Selamatan Haji

Soal:

Setelah melaksanakan haji, dan pulang kerumahnya, jamaah haji biasanya mengadakan syukuran atau yang disebut walimatul hajj. Apakah walimah itu ada dasar hukumnya?

Jawab:

Setelah sampai ke rumah masing masing, seorang jamaah haji disunnahkan mengadakan tasyakuran, yakni dengan menyembelih sa[i atau unta.
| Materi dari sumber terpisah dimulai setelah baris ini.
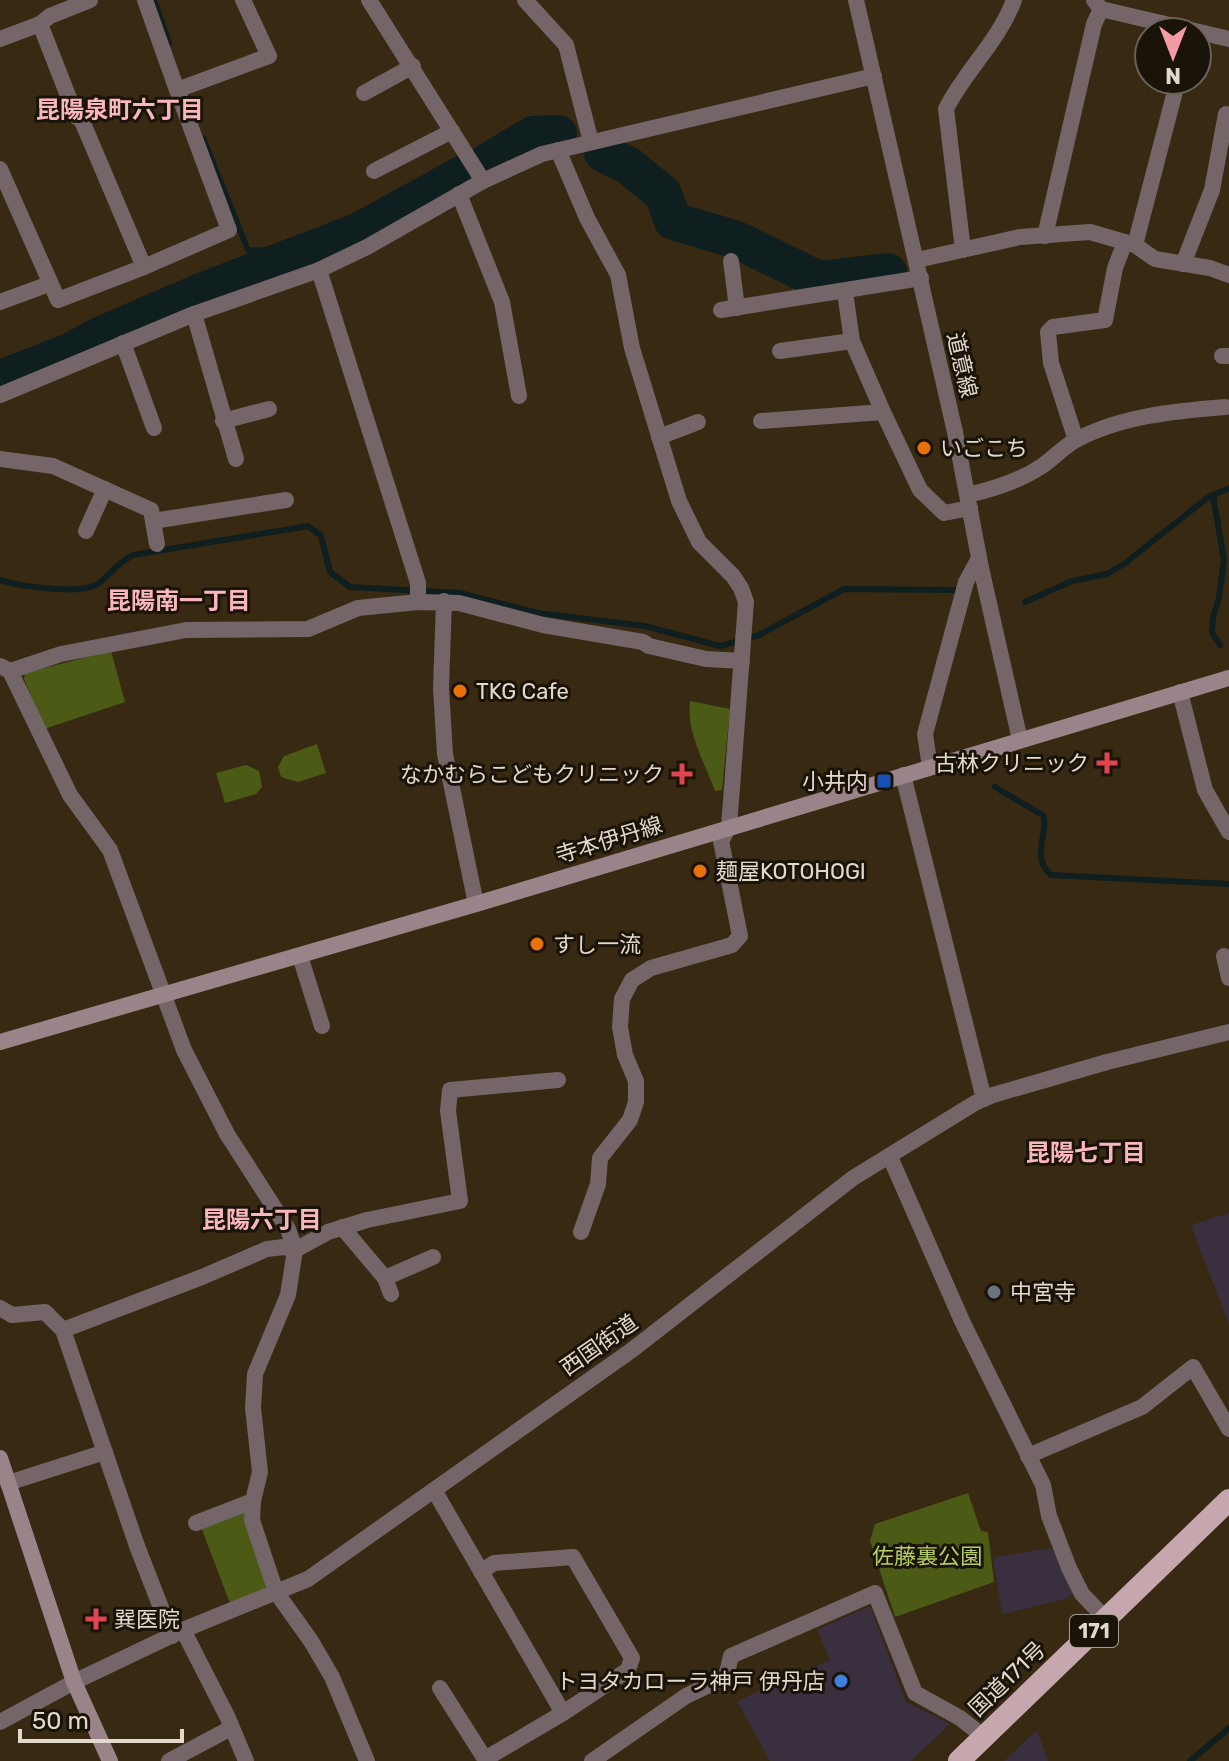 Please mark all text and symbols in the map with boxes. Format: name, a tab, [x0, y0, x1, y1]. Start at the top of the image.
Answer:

Sebagaimana yang disebutkan dalam kitab Al-fiqh al-wadhih:

يُسْتَحَبُّ لِلْحَاجِّ بَعْدَ رُجُوْعِهِ بَلَدَهُ أَنْ يَنْحَرَ جَمَلاً أَوْ بَقَرَةً أَوْيَذْبَحَ شَاةً لِلْفُقَرَاءِ وَالْمَسَاكِيْنِ وَالْجِيرَانِ وَاْلإِخْوَانِ تَقَرُّبَا إِلَى اللَّهِ عَزَّ وَجَلَّ كَمَا فَعَلَ النَّبِيُّ صَلَّى اللَّهُ عَلَيْهِ وَسَلَّمَ. (الفقه الواضح من الكتاب والسنة، ج ا ص٦٧٣)

“Disunnahkan bagi orang yang baru pulang haji untuk menyambelih unta, sapi, atau menyembelih kambing (untuk diberikan) kepada fakir miskin, tetangga, sanak kerabat, saudara, serta relasi. (Hal ini dilakukan) sebagai bentuk pendekatan diri pada Allah SWT. Sebagaimana yang telah diamalkan oleh Nabi SAW.” (Al-Fiqh al-wadhih min al-kitab wa al-sunnah, juz 1, hal 673)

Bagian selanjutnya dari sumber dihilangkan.